WHAT YOU ARE ASKED TO DO: Only lines containing "overflow" belong in the answer, each copied from the entries below.

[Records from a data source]
★ ★ ★ ★

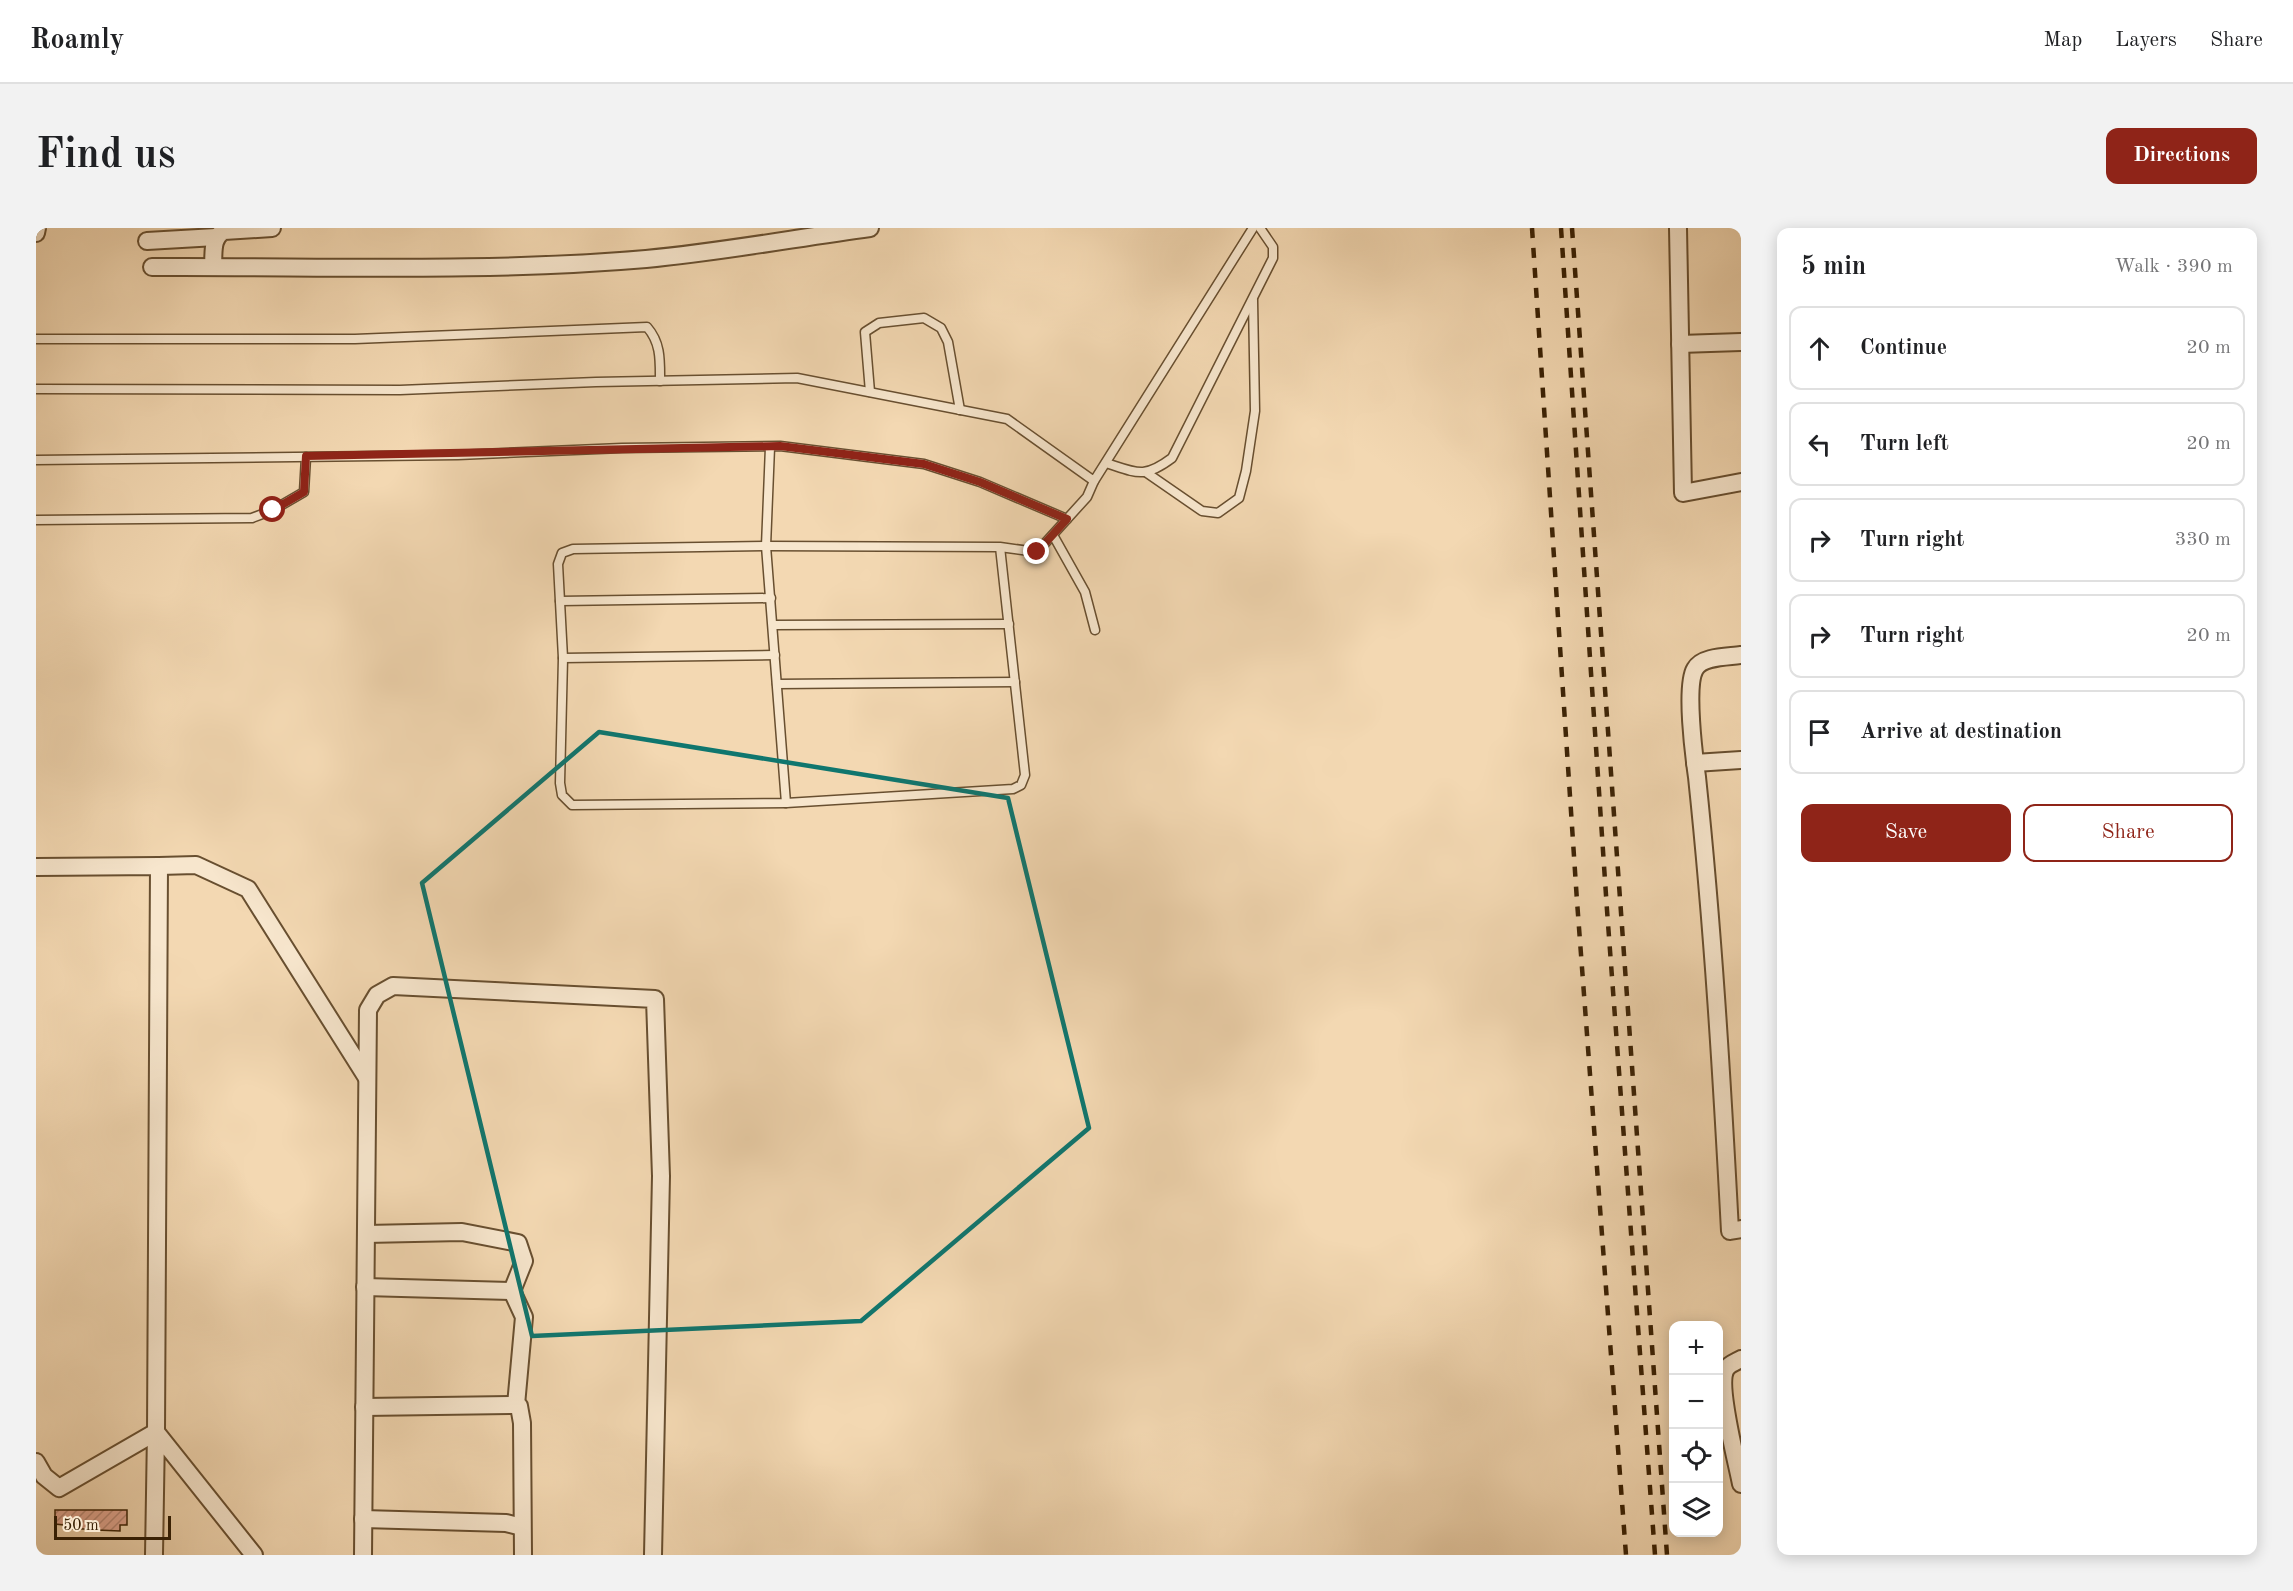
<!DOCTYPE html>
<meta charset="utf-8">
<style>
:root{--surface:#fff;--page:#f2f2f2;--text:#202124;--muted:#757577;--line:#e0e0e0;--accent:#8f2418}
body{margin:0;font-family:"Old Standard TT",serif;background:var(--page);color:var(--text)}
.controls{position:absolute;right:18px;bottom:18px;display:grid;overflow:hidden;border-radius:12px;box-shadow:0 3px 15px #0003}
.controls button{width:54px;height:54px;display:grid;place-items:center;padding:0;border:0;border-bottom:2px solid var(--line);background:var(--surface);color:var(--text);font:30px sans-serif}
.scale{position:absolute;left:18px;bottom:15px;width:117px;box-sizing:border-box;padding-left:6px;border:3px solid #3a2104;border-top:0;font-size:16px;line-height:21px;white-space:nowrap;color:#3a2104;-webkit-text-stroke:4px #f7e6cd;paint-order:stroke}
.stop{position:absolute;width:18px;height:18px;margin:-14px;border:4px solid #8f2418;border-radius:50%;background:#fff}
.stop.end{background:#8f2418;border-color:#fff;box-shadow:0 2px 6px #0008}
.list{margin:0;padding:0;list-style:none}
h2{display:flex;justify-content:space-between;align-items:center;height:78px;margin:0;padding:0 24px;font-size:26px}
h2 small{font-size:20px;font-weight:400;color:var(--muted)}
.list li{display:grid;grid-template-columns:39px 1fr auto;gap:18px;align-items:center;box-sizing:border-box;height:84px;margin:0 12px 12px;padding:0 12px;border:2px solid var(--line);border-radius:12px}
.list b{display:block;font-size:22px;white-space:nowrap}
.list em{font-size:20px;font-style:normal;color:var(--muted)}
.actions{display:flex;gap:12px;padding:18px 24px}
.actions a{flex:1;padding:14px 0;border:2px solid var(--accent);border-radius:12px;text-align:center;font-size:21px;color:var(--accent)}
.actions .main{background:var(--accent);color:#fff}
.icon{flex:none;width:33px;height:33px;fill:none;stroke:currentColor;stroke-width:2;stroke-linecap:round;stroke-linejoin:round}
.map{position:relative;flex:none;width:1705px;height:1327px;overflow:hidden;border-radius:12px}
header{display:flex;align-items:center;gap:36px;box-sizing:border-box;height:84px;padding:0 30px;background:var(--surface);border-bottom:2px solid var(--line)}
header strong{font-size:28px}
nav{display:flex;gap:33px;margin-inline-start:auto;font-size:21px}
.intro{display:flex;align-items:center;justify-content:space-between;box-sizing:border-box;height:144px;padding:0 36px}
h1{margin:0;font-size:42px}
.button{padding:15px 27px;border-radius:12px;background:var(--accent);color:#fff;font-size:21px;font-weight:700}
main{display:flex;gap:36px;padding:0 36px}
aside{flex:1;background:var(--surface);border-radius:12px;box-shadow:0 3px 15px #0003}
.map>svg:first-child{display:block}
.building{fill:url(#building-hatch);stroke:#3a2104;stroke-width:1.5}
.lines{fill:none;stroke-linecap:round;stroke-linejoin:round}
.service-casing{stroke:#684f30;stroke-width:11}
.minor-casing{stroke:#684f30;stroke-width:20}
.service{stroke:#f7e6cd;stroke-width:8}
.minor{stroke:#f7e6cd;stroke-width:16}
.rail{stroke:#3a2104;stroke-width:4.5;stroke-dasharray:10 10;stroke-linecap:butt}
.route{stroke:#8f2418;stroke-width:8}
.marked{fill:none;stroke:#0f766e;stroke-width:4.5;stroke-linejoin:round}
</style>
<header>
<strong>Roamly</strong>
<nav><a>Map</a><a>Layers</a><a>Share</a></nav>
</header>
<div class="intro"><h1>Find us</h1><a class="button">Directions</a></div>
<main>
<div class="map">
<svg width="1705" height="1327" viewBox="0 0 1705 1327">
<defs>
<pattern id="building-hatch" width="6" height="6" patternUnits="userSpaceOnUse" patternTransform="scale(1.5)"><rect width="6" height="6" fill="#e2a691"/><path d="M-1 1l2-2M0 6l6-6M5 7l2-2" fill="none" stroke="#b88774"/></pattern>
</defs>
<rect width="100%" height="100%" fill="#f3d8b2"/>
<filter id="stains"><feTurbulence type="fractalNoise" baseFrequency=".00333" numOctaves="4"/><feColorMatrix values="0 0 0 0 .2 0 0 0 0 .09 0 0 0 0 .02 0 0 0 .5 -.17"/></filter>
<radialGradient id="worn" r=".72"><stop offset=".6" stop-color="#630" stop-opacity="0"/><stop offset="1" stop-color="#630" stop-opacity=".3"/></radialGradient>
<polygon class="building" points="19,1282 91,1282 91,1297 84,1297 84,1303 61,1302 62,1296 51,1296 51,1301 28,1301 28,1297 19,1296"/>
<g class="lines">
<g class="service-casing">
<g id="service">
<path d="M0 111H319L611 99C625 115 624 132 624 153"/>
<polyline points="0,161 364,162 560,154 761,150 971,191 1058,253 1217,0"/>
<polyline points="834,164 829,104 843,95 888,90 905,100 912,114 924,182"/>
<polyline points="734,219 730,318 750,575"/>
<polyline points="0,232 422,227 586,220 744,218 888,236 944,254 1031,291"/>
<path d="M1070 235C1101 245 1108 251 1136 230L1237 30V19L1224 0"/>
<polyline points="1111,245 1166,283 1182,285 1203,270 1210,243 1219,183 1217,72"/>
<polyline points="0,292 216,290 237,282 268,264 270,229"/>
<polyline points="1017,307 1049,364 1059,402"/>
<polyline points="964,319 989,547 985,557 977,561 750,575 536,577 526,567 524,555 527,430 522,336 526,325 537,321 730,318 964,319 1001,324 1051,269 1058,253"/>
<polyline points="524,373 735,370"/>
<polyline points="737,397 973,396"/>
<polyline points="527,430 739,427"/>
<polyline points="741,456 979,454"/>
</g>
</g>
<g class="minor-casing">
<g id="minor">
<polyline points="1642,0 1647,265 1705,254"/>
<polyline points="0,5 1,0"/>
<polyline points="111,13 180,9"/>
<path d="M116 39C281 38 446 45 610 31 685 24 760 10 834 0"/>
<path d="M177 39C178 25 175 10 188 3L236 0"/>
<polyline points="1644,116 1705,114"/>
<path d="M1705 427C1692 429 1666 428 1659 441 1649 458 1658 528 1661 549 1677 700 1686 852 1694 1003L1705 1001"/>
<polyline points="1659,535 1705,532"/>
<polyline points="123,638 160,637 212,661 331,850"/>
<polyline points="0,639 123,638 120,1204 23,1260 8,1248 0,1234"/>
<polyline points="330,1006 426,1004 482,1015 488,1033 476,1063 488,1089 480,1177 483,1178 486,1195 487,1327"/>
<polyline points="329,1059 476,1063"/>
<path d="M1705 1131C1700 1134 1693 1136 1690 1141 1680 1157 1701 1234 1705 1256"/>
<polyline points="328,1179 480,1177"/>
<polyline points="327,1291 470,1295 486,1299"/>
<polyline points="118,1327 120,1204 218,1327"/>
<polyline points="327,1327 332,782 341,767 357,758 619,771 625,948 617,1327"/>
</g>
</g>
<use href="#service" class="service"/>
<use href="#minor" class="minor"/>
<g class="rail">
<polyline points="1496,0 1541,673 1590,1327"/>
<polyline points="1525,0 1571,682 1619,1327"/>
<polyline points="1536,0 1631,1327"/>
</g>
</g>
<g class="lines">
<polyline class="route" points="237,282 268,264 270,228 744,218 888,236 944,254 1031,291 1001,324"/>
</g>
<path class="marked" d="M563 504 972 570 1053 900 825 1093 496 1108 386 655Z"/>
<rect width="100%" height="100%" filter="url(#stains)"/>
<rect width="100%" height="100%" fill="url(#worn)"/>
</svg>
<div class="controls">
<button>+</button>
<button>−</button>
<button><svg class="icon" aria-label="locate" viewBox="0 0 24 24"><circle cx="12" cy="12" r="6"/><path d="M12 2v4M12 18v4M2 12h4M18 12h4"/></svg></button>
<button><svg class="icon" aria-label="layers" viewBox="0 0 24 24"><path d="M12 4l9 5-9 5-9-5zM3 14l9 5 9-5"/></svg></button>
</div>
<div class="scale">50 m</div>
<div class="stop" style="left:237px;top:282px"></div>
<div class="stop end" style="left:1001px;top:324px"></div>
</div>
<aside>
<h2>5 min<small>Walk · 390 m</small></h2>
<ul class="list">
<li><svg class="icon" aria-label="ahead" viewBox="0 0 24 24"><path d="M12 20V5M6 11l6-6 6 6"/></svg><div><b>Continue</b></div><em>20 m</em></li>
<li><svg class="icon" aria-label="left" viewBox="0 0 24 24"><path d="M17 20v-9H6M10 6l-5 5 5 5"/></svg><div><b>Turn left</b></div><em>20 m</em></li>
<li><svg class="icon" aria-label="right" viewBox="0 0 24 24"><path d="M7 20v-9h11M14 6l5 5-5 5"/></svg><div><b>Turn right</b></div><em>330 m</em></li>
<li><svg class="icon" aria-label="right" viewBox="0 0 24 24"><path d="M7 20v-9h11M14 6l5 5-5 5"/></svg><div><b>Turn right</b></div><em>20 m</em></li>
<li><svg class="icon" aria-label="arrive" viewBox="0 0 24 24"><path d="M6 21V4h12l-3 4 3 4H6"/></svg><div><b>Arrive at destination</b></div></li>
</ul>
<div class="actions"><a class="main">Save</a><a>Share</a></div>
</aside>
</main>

★ ★ ★ ★

WRITTEN RESPONSE:
.controls{position:absolute;right:18px;bottom:18px;display:grid;overflow:hidden;border-radius:12px;box-shadow:0 3px 15px #0003}
.map{position:relative;flex:none;width:1705px;height:1327px;overflow:hidden;border-radius:12px}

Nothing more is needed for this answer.